There is significant overlap in the types of pain people seek treatment for, particularly musculoskeletal issues like neck pain, lower back pain, and headaches. But the scope of each practice differs. Dry needling is used almost exclusively for muscle and joint pain, targeting specific trigger points that a physical therapist identifies during an exam. It’s typically one component of a broader physical therapy plan that includes exercise, stretching, and manual therapy.
Acupuncture treats a wider range of conditions. Beyond musculoskeletal pain, acupuncturists commonly address nausea, digestive issues, stress, insomnia, and other systemic complaints. The treatment philosophy considers the whole body rather than isolated muscle problems, so a session for back pain might include needle placements in the hands, feet, or ears based on meridian connections that have no anatomical relationship to the painful area.
When it comes to head-to-head effectiveness for pain, the two are difficult to compare directly because the techniques, treatment durations, and session frequencies differ so much. Both have evidence supporting their use for musculoskeletal pain, but no large body of research conclusively shows one is superior to the other for the same condition. Some of their techniques, particularly needle winding and retention, are nearly identical in practice despite being described in entirely different theoretical language.

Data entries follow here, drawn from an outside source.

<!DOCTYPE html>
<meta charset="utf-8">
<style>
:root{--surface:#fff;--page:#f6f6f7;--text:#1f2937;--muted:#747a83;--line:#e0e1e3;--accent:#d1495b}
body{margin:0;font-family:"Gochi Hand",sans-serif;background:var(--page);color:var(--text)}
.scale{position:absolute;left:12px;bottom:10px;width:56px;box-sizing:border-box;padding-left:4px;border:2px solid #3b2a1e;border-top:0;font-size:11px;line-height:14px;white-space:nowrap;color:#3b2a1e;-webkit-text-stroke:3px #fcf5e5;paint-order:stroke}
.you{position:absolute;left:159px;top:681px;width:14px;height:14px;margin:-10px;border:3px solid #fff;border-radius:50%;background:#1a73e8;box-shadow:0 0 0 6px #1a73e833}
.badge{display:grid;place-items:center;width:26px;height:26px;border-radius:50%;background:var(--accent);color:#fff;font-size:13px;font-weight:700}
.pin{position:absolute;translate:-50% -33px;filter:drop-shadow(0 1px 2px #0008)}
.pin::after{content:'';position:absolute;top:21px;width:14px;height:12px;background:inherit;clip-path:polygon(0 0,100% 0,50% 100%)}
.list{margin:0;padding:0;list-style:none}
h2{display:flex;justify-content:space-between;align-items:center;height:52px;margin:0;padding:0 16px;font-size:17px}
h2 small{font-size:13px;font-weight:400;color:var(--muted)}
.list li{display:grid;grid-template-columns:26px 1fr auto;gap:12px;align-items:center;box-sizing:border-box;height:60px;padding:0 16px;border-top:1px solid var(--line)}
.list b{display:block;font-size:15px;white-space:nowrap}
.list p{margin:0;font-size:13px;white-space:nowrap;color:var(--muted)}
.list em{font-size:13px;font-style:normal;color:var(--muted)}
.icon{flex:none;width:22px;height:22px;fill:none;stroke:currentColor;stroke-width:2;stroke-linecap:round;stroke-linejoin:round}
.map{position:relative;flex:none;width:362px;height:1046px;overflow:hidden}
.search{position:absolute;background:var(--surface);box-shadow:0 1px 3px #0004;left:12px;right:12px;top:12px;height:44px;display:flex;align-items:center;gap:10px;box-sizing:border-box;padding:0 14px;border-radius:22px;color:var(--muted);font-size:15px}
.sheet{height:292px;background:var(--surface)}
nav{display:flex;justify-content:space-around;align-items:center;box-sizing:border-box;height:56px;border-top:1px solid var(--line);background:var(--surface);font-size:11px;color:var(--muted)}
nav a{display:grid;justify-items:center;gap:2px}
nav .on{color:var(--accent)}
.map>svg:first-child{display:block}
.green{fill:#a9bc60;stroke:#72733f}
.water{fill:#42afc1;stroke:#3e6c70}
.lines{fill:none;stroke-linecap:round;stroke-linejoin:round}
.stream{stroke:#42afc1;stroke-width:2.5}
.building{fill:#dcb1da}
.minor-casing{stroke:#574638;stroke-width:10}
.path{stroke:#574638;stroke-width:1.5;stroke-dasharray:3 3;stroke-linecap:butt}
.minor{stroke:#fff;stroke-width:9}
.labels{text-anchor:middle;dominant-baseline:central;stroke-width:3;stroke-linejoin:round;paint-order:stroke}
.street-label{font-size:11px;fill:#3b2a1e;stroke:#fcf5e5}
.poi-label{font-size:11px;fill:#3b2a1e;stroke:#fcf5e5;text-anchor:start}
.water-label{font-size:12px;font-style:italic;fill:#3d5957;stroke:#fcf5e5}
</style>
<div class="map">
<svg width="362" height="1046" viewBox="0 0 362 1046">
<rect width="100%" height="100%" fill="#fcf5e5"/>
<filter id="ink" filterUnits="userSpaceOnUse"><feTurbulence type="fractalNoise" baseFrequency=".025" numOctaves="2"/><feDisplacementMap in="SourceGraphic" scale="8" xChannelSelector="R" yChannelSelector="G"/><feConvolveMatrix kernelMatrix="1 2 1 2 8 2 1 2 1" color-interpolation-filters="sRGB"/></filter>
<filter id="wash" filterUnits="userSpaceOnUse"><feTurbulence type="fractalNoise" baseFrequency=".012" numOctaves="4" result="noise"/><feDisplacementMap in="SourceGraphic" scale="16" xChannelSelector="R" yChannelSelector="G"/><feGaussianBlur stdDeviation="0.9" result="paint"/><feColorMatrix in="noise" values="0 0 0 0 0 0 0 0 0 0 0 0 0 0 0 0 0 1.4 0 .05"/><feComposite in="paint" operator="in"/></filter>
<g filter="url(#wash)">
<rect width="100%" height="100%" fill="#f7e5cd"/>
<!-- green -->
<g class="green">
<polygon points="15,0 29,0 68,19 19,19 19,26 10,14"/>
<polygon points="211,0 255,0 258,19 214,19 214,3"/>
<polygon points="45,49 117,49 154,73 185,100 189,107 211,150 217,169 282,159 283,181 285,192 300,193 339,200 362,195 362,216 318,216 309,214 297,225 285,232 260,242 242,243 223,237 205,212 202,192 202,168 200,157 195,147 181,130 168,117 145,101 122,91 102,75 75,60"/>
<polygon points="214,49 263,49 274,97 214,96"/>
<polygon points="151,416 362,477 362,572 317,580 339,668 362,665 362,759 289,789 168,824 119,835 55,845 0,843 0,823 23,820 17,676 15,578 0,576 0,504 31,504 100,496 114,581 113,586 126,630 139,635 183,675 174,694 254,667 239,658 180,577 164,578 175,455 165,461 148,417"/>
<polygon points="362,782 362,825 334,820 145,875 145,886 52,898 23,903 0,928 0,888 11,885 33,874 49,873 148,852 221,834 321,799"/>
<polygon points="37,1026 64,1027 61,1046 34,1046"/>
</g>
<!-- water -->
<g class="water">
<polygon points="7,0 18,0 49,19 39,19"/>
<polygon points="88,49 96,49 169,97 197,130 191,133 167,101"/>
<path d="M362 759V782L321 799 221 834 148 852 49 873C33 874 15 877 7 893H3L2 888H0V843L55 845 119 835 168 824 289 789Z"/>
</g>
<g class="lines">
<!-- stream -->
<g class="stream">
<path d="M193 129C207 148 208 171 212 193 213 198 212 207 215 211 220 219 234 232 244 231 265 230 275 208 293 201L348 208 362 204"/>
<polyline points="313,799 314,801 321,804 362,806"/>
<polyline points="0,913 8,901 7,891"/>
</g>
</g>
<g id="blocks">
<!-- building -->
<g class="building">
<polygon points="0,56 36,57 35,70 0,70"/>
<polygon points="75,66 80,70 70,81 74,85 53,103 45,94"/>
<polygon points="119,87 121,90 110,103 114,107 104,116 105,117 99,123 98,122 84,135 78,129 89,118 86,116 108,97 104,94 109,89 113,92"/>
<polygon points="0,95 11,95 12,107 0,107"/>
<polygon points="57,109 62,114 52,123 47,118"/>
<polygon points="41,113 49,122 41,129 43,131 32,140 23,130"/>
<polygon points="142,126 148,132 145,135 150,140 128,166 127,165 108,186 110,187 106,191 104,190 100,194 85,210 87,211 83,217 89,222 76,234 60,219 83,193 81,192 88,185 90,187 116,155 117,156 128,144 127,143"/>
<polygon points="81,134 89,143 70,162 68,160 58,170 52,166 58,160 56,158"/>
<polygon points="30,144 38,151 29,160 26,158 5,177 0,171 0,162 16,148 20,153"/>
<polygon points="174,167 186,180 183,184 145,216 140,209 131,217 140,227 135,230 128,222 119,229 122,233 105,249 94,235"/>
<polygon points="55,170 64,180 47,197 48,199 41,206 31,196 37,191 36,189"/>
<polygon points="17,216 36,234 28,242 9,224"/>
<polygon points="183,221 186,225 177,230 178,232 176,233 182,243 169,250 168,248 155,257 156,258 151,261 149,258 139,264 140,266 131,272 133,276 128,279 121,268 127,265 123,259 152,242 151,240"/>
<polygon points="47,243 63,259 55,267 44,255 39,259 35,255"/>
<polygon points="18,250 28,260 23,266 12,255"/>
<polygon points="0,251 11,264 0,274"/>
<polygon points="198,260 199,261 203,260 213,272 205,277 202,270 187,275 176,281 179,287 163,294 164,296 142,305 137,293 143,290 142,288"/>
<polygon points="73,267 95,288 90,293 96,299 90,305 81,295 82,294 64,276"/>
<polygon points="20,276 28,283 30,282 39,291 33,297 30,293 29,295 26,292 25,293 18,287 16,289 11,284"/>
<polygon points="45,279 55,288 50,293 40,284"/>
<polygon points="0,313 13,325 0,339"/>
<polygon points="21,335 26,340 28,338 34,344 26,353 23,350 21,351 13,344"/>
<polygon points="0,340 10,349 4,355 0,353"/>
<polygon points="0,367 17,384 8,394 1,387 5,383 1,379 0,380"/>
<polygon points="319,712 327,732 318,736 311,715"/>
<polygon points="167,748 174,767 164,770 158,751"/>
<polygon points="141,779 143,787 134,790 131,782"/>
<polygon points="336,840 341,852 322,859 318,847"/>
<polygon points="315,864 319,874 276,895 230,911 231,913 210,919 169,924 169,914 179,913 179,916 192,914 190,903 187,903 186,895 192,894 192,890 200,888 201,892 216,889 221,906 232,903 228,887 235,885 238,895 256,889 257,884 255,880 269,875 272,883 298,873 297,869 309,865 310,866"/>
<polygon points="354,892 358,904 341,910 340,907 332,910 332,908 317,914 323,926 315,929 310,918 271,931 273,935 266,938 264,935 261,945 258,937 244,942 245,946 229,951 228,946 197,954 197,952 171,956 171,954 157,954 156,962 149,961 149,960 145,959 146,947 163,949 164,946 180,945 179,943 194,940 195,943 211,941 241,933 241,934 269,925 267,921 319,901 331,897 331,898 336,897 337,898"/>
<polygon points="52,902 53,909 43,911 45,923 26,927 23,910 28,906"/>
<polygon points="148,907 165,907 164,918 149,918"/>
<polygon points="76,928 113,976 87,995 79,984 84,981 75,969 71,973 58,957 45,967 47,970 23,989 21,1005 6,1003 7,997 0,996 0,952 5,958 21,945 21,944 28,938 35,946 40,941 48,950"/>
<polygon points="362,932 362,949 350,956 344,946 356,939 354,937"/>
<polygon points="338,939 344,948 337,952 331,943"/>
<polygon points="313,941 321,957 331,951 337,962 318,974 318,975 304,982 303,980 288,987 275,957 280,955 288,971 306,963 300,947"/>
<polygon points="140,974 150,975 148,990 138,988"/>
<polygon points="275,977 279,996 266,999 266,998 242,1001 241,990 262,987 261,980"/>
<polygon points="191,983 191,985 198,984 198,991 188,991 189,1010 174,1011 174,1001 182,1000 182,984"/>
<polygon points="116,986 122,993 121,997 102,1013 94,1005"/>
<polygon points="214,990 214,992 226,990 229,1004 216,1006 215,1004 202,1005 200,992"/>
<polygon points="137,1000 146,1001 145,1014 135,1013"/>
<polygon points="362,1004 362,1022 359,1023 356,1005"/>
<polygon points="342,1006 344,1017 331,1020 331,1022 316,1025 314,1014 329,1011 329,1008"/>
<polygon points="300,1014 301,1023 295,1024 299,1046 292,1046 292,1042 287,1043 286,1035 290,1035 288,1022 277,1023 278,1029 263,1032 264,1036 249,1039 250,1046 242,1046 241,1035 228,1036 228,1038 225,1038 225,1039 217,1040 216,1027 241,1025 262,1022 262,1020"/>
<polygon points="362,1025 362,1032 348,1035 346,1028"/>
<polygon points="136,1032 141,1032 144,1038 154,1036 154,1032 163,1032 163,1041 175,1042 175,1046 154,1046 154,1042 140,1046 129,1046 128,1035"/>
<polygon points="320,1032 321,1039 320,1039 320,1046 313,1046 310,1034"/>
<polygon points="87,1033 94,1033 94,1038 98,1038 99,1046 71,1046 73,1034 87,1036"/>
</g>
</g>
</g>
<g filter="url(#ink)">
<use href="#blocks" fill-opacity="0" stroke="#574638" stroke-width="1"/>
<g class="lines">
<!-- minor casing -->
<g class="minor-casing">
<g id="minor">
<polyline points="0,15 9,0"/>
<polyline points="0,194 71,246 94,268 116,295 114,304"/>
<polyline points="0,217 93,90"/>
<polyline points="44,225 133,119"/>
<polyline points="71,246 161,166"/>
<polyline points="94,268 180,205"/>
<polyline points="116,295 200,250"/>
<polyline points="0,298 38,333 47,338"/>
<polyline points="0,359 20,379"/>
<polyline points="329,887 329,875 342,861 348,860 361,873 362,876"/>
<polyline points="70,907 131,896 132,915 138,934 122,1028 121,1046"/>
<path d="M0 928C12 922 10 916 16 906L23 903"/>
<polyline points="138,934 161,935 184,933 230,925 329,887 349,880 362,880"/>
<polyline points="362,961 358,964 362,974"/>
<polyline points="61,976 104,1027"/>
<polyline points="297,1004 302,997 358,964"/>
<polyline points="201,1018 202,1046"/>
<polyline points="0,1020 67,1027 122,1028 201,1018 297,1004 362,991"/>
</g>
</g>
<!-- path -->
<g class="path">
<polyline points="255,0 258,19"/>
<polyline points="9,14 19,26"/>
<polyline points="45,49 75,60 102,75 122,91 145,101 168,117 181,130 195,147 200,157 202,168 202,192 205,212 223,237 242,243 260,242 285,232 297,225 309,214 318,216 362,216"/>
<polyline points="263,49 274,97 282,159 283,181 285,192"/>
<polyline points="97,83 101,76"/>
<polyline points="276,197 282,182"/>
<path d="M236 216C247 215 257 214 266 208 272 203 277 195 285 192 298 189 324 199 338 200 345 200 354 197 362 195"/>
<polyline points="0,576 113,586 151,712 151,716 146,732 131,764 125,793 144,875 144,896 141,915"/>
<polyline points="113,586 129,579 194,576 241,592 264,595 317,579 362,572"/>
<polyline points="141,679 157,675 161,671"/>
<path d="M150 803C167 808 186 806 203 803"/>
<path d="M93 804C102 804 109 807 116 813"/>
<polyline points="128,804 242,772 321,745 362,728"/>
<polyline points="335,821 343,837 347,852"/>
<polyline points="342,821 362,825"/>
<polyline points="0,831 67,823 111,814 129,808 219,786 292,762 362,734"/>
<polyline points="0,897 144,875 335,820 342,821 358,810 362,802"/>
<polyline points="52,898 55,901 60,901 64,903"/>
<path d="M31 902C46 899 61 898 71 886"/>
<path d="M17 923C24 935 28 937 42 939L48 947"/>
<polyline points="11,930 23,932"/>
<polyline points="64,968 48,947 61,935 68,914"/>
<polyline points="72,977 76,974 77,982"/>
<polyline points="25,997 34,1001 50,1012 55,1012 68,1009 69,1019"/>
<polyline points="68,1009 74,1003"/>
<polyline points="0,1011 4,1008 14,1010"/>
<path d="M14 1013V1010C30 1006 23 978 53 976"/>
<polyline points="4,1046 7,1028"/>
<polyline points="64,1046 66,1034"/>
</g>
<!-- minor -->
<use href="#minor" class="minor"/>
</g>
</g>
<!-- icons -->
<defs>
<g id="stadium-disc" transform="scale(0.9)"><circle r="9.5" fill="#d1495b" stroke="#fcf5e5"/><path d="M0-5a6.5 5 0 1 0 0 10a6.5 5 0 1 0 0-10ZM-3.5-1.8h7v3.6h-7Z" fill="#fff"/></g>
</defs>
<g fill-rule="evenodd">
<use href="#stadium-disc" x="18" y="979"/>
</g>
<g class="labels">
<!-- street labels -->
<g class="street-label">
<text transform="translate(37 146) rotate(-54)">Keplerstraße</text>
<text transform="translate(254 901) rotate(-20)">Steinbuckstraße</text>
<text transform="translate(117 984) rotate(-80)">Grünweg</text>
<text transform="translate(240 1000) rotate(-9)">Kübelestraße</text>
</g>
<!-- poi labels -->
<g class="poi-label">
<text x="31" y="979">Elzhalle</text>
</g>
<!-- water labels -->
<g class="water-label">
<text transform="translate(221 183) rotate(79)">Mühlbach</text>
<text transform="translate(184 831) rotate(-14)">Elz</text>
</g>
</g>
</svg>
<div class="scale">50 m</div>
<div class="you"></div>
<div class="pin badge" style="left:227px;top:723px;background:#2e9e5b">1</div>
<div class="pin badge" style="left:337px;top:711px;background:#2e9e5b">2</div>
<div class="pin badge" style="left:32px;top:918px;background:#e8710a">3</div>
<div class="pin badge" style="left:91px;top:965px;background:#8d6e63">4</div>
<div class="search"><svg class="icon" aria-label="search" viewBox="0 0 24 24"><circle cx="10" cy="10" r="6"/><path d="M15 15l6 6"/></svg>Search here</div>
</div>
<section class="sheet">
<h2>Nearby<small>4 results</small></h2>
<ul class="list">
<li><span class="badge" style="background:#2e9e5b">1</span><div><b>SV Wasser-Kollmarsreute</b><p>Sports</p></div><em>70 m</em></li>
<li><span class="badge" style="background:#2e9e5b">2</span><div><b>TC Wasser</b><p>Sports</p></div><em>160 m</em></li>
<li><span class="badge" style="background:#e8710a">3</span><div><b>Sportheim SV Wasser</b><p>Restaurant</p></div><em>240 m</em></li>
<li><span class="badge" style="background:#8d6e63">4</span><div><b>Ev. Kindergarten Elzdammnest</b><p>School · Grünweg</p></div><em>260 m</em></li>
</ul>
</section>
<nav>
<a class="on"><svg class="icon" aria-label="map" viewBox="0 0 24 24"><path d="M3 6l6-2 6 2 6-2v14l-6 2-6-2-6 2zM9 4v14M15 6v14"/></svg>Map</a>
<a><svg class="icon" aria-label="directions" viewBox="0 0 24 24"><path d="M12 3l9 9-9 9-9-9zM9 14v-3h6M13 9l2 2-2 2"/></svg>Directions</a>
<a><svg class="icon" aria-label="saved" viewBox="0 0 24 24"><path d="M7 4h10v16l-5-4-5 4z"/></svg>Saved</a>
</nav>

How to Choose Between Them
If you have a specific, localized muscle knot or trigger point that you can point to with one finger, dry needling may be the more targeted option, especially if you’re already working with a physical therapist on a broader rehabilitation plan. If your pain is more diffuse, chronic, or accompanied by other symptoms like poor sleep or stress, acupuncture’s whole-body approach may be a better fit.
Cost and insurance coverage also differ. Dry needling performed by a physical therapist is sometimes covered under physical therapy benefits, while acupuncture coverage varies by insurer and state. Some insurance plans now cover acupuncture for chronic low back pain specifically, following updated guidelines from several major medical organizations.
The practitioner’s training matters more than the label on the door. A licensed acupuncturist has thousands of hours of needle-specific education. A physical therapist performing dry needling brings deep knowledge of musculoskeletal anatomy and movement but far fewer hours of needling practice. Both can be effective for the right patient and the right problem.